GIM11050 - Captive insurers: taxation issues


There is little doubt that there is usually a cost saving from establishing a captive in certain offshore territories rather than in the UK due to the different regulatory regimes. Generally, however, there is also a substantial cost saving in terms of tax (see ITH1702).

Most businesses will find it prudent to reserve against contingencies, but the creation of reserves, where that is possible under relevant accounting standards, may not be recognised for tax purposes as allowing a deduction in computing profits. Instead an insurance premium paid to a captive may allow a tax deduction, and the corresponding receipt, kept in the group, may escape UK rates of tax if the captive is offshore in a low tax territory.

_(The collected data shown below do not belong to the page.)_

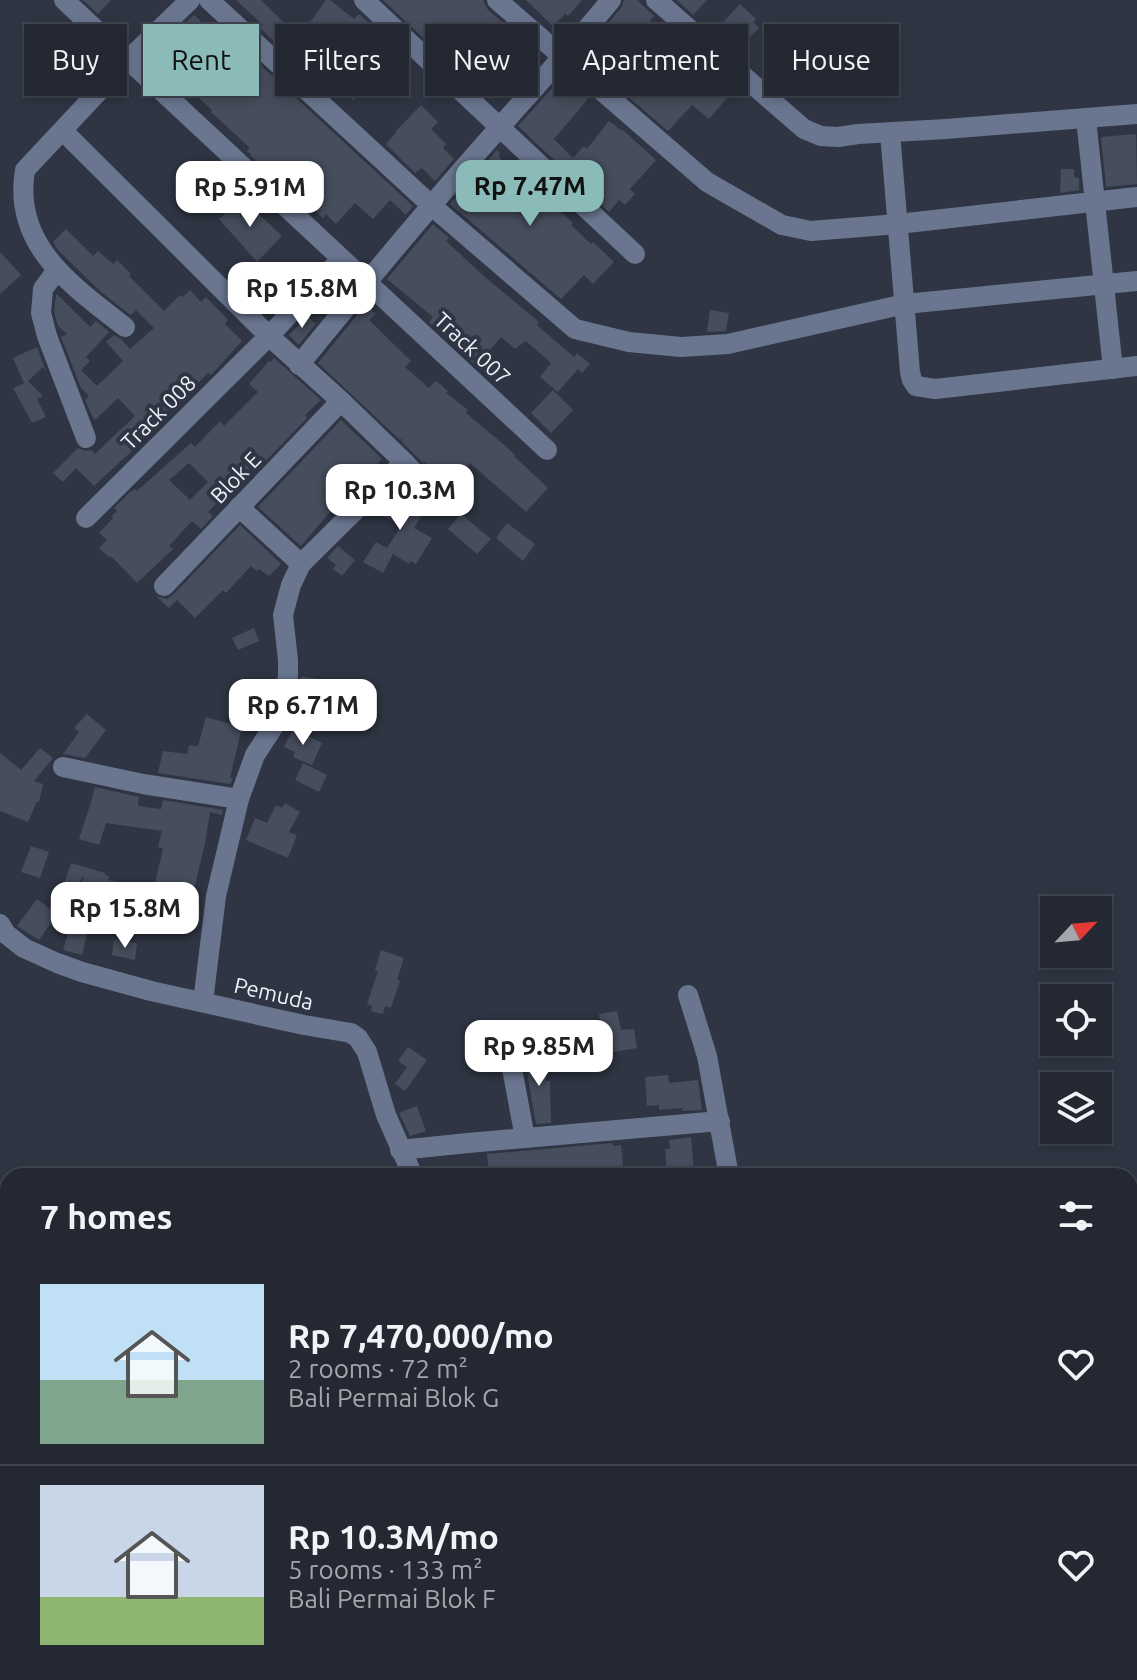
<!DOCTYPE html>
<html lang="en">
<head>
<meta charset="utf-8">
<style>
  :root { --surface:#232832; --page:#2f343e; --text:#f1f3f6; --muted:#a3a6ac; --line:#40444d; --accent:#8bbbb9 }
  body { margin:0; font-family:Ubuntu,sans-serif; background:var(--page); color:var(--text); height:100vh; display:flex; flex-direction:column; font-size:30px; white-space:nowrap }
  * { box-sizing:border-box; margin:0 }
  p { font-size:26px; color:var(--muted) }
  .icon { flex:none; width:44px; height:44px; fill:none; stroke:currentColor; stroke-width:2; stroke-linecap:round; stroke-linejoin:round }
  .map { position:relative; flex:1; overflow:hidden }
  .drawer { position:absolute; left:0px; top:1168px; width:1138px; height:512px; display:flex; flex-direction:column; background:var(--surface); border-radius:24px 24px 0 0; box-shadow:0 4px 12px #0003,0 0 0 2px var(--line) }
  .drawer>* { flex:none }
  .hud { position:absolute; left:24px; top:24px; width:1090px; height:72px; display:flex; gap:16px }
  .needle { width:52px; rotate:64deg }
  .fabs { position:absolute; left:1040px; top:896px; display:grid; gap:16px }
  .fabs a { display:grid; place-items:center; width:72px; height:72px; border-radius:0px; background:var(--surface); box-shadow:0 4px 12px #0003,0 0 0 2px var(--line); font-size:40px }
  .price { position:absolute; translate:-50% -68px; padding:0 18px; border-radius:16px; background:#fff; color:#222; font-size:26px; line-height:52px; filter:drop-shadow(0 2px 4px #0008) }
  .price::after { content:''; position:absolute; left:50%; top:48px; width:24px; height:18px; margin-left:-12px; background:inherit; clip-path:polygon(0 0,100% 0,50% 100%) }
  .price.active { background:var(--accent); color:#111 }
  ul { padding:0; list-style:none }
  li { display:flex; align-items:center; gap:24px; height:200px; padding:0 40px }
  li+li { border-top:2px solid var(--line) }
  li span { display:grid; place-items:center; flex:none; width:224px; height:160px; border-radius:0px; color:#555 }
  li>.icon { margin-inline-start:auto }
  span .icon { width:96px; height:96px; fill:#fffc; stroke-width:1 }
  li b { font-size:34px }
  h2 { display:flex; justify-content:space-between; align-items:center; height:96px; padding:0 40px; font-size:34px }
  .chip { padding:0 28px; border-radius:0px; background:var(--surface); box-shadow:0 4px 12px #0003,0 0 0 2px var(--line); font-size:28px; line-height:72px }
  .chip.active { background:var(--accent); color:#111 }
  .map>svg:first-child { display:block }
  .building { fill:#464d5c; fill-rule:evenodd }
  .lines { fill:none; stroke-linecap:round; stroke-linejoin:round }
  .minor { stroke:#6a7690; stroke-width:20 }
  .labels { text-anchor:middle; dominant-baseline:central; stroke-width:8; stroke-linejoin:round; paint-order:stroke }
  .street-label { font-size:22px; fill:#ecf1fa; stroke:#2f3543 }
</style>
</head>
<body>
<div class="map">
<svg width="1137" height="1680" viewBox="0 0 1137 1680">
  <rect width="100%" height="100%" fill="#2f3543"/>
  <!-- building -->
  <g class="building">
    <polygon points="83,0 111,0 98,14"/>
    <polygon points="236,0 261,0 296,35 285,47 280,42 278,45 260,28 263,25"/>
    <polygon points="326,0 330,0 354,19 359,14 389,42 381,50 390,58 353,100 344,92 342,94 332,85 349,66 329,48 321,58 316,53 313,57 295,43"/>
    <polygon points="383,0 483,0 488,10 507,26 494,40 517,62 494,90 492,88 485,96"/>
    <polygon points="526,0 582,0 568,16 565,14 553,26"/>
    <polygon points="624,0 637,0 654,16 650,20 731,93 709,119 692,105 668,131 581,56 621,8"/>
    <polygon points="677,0 707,0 693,15"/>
    <polygon points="740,4 756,19 753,22 759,28 739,48 734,42 731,46 715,31"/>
    <path d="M194 15 214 33 219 27 413 206 406 215 390 200 373 219 355 203 336 224 326 214 323 218 309 205 304 206 250 155 251 154 247 151 250 148 211 112 212 110 151 55ZM197 36 219 56 204 75 180 54Z"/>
    <polygon points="563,76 588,99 554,139 573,158 584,146 587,149 609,121 622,131 623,130 656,160 630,189 635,194 625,205 619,200 609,212 518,126"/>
    <polygon points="421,105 438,122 431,129 446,144 443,148 454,159 435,181 422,168 415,173 386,144 396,133 395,132"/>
    <polygon points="1136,134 1137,184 1106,187 1101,137"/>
    <polygon points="497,150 500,154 498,156 544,202 547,199 573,223 571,225 591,244 593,242 614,262 593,284 584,275 561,299 450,204"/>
    <polygon points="1061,169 1074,169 1074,177 1079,178 1079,190 1060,193"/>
    <polygon points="242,198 282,236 257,262 219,219"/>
    <polygon points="433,224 449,238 446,241 486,278 539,322 537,325 574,357 577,353 590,364 582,373 578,369 558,392 540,377 551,363 526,341 515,349 501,337 476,366 456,348 461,343 441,326 438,330 429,322 433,317 387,279"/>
    <polygon points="66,229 93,256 98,251 113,264 117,260 131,274 129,276 164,311 180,295 183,297 190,290 201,302 206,297 228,320 225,324 242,341 211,375 208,373 146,436 147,437 94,486 76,468 63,482 53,473 78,448 85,451 91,450 95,454 135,416 118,398 95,420 92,416 85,400 89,396 81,388 61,337 67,334 58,326 54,312 56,295 57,294 90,327 96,321 109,332 86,357 90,361 81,370 97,386 123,361 106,342 114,335 121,339 130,349 154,328 136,310 131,315 101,292 58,250 53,242"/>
    <polygon points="0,252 21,275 0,294"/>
    <polygon points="366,304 376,314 369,320 411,361 405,367 429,388 435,381 440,384 448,391 446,393 468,410 466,413 503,444 515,455 514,456 548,488 526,512 470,463 452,484 424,462 423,463 401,441 403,438 400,440 318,363"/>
    <polygon points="710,310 729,313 726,331 707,332"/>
    <polygon points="308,316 314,323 317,322 299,345 289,335"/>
    <polygon points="37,347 46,371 43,367 28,381 43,396 37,399 46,417 32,423 13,388 24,383 13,358"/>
    <path d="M274 358 321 400 305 415 307 418 261 466 255 463 208 512 213 516 201 529 192 521 169 546 173 549 137 583 111 556 110 558 99 548 107 540 99 533 113 518 112 516 117 511 114 508 130 492 135 489 137 491 191 443 195 447 220 421 224 426 258 392 249 384 269 361 271 362ZM189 463 208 482 190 500 169 480Z"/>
    <polygon points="553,390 573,410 551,433 531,413"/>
    <polygon points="341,420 382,459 336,508 335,506 301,546 258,507"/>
    <polygon points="397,487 399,489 398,491 426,508 414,528 432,538 416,564 410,561 409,564 393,554 383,573 363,562 376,542 387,548 402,525 373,511"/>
    <polygon points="461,514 491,539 477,554 448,529"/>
    <polygon points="507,523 535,544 523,561 496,538"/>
    <polygon points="240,525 281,564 269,576 259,569 257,571 251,566 226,593 223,590 195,618 177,600 169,608 156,596 167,599 173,595"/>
    <polygon points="338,546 355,560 342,576 333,569 336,565 327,558"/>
    <polygon points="254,628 259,641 238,650 232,638"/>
    <polygon points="301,676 324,680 321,696 297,692"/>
    <polygon points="87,714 106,730 85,758 63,754 79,732 74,728"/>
    <polygon points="206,717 242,727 230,778 233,778 230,784 158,773 163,751 187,754 189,745 198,746"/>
    <polygon points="293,729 322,743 312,765 293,757 295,752 284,747"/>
    <polygon points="40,748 53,758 34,781 43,784 39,802 37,801 28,822 0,811 0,753 21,770"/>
    <polygon points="303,763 327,775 319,792 295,780"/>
    <polygon points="95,787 139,797 138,806 161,809 163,800 223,810 222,815 210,812 205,843 190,906 200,908 195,926 159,917 166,890 154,887 163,849 158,847 162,831 106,823 99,845 79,839 91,802"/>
    <polygon points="285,803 300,812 289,832 297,835 288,858 246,840 255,818 267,823 276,805 282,808"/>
    <polygon points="31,846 49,852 40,878 21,872"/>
    <polygon points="71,863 105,873 105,875 109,876 108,880 137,886 133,907 119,904 119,902 97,895 97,899 81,894 79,892 84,875 74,890 63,887"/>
    <polygon points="37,899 57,914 39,940 17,926"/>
    <polygon points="73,917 90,922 82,955 63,950"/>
    <polygon points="114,940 137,943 135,960 112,955"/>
    <polygon points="381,950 404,958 397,980 400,981 391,1008 385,1006 383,1014 371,1011 372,1006 367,1004 378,971 375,970"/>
    <polygon points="617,1011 621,1030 634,1029 637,1048 608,1053 608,1048 605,1048 599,1014"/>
    <polygon points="474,1021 491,1021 491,1044 473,1043"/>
    <polygon points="408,1047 427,1060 405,1091 395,1084 407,1067 398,1061"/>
    <polygon points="524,1055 546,1055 546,1081 550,1081 551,1123 536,1124"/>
    <polygon points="668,1075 669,1083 698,1080 702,1110 683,1111 682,1108 659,1110 659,1105 647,1106 645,1077"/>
    <polygon points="417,1106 426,1131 410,1136 399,1113"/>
    <polygon points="691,1137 694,1173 680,1174 680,1171 667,1172 665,1149 670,1149 669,1140"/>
    <polygon points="613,1143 613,1146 621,1145 624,1176 561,1176 561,1174 538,1176 489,1176 487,1154"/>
  </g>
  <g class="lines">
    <!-- minor -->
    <g class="minor">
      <polyline points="64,0 547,450"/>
      <polyline points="209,0 432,206 575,329 629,342 681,347 728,344 905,304 1137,281"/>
      <polyline points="364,0 635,254"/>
      <polyline points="497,0 707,182 782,225 811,231 898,224 1137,197"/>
      <polyline points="656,0 804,129 821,136 838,137 858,134 946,129 1137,114"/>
      <polyline points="1086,119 1113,369"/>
      <polyline points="63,131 269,336 341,259"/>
      <polyline points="890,133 910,372 912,380 916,386 935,389 953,387 1137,366"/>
      <polyline points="57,270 43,289 41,313 47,336 86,438"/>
      <path d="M125 327C73 286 12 246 25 170L128 60 190 0"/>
      <path d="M299 365C364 285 430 205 499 128 537 85 575 44 611 0"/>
      <polyline points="239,507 301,564"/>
      <polyline points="86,518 269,336 341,401 404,462 443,503"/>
      <polyline points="164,586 341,401"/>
      <polyline points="63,767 143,784 239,799"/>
      <polyline points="0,924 6,934 24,948 57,963 82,972 151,991 304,1025 351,1033 358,1038 367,1052 386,1115 413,1176"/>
      <polyline points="688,995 707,1056 729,1176"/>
      <polyline points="203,1002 216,896 239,799 255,755 275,724 288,677 288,660 283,615 291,585 301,564 404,462"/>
      <polyline points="508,1047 525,1138"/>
      <polyline points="400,1150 468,1143 720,1121"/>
      <polyline points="0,1588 8,1583"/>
      <polyline points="553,1672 553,1680"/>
      <polyline points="705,1672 740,1680"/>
    </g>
  </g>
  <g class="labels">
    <!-- street labels -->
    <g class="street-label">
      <text transform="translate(473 348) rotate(43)">Track 007</text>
      <text transform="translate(158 412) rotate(-45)">Track 008</text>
      <text transform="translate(235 477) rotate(-46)">Blok E</text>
      <text transform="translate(274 993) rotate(13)">Pemuda</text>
    </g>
  </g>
</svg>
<div class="fabs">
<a><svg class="needle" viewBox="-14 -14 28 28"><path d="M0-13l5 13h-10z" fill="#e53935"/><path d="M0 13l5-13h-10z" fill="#a3a6ac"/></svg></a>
<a><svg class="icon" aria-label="locate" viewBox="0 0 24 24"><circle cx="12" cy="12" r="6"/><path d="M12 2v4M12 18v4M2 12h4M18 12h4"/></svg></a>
<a><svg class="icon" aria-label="layers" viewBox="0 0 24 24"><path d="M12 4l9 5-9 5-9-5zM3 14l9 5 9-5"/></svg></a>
</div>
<b class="price active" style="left:530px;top:228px">Rp 7.47M</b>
<b class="price" style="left:250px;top:229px">Rp 5.91M</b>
<b class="price" style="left:302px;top:330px">Rp 15.8M</b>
<b class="price" style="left:400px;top:532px">Rp 10.3M</b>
<b class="price" style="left:303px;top:747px">Rp 6.71M</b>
<b class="price" style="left:125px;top:950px">Rp 15.8M</b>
<b class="price" style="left:539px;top:1088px">Rp 9.85M</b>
<div class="hud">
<a class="chip">Buy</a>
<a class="chip active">Rent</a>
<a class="chip">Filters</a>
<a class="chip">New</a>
<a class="chip">Apartment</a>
<a class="chip">House</a>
</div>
<section class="drawer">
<h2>7 homes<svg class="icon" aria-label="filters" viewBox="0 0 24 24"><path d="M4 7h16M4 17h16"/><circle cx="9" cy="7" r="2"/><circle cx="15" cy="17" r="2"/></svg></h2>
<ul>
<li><span style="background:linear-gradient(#bfe0f5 60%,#7fa58c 0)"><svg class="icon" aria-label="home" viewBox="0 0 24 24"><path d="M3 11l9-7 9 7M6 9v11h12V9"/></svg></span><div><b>Rp 7,470,000/mo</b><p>2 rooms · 72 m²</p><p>Bali Permai Blok G</p></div><svg class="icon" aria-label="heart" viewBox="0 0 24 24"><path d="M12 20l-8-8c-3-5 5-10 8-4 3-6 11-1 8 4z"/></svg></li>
<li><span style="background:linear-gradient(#c9d6e8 70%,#8fb573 0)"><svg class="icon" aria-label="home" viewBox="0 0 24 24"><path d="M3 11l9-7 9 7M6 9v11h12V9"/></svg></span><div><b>Rp 10.3M/mo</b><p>5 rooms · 133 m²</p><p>Bali Permai Blok F</p></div><svg class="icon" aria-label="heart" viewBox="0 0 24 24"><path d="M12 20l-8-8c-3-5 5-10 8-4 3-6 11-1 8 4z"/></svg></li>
</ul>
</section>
</div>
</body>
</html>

Even if the captive were to be located on-shore there could still be a tax advantage. This is because an insurance company will normally obtain a deduction for its technical provisions (see GIM6000+), whereas the insured may not obtain a deduction for the contingent liabilities represented by those claims if it chose to carry the risks itself.

The investment income and gains arising on the premiums paid together with that on any funds used to capitalise the captive are also accrued offshore and taxed at low rates assuming a tax haven is used as the domicile of the captive. The company may, after a few years, take on the characteristics of a moneybox company, at best deferring UK taxation until a dividend is paid, at worst avoiding it altogether by profit importation or upstream loans.

Where the existence of a captive comes to light, enquiries should therefore be directed to establishing whether the commercial arrangements make sense. These would include basic information such as the nature of the risk, the premiums payable, the cover obtained, reinsurance details. It will also be useful to review the company’s other insurance arrangements.

Residence, trading in the UK, premium deductibility, and transfer pricing may all offer the opportunity to tackle the tax issues surrounding captives. However, the most common approach is likely to be through the application of the controlled foreign companies legislation ( GIM11070).